A função principal da marca é indicar a origem de determinado produto ou serviço, individualizando-o sobre os outros. Além disso, o legislador foi claro ao destacar no art. 122 da LPI (Lei de Propriedade Industrial, nº 9.279/1996) que somente se admitem ao registro marcas que sejam visualmente perceptíveis, não compreendidos nas proibições legais do art. 124 da mesma lei.

Todavia, o art. 124 em seu inciso VIII, deixa claro que é defeso registrar cores e suas denominações, salvo se dispostas de forma peculiar e distintiva. Ou seja, ressalta a necessidade da marca ser visualmente perceptível, devendo a marca, quando registrar cor, ser de posição focada no elemento principal havendo uma combinação de cores e posições que a tornem exclusivas e incomum no mercado. A título de exemplo, temos a cerveja Budweiser (da Anheuser-Busch, Inc.) que registrou o abridor da lata na cor vermelha, detalhe que o abridor não é comum, tendo um formato único de uma coroa.
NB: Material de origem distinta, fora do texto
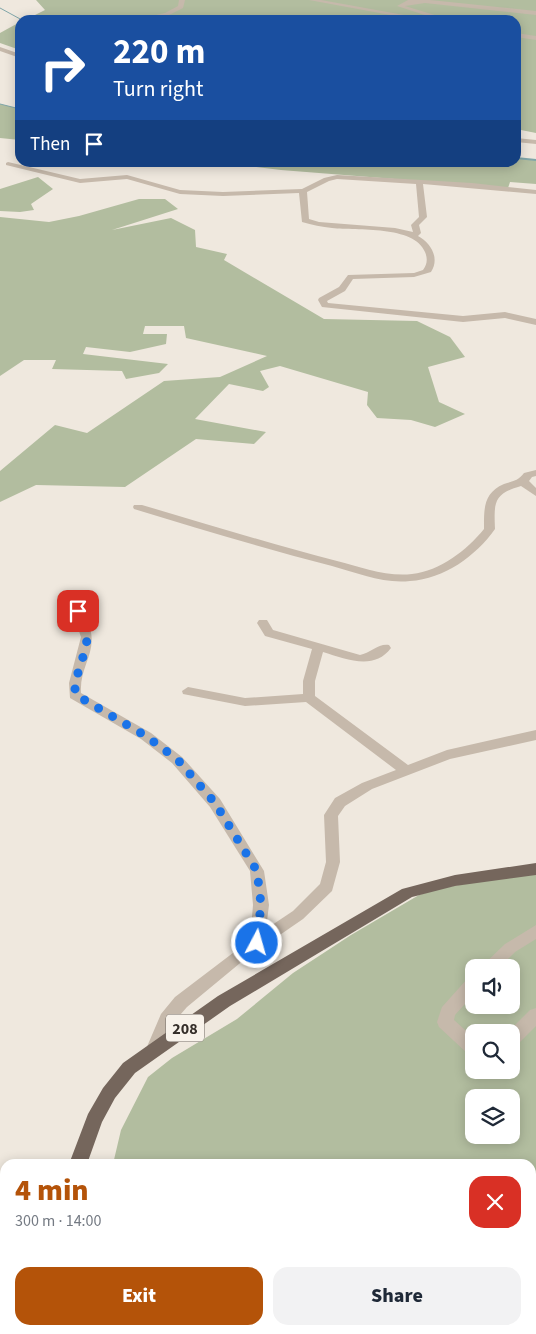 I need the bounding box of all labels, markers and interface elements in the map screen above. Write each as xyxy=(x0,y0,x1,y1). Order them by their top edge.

Podemos constatar, portanto, que não é possível aceitar o registro de cores isoladamente como marca, como ocorre na Europa e nos Estados Unidos¹. No Brasil, deve ser analisado caso a caso, e em hipótese alguma, uma marca com cor isolada, de forma bem comum, poderá ser registrada. O registro deverá ser feito no conjunto, unindo a forma, a posição, ou a combinação da cor no produto. Nesse sentido, o desembargador João Otávio de Noronha afirma:

“a identidade de cores de embalagens, principalmente com variação de tons, de um produto em relação a outro, sem constituir o conjunto da imagem ou trade dress da marca do concorrente – isto é, cores “dispostas ou combinadas de modo peculiar e distintivo” -, não é hipótese legalmente capitulada como concorrência desleal ou parasitária.” (REsp 1.376.264 RJ).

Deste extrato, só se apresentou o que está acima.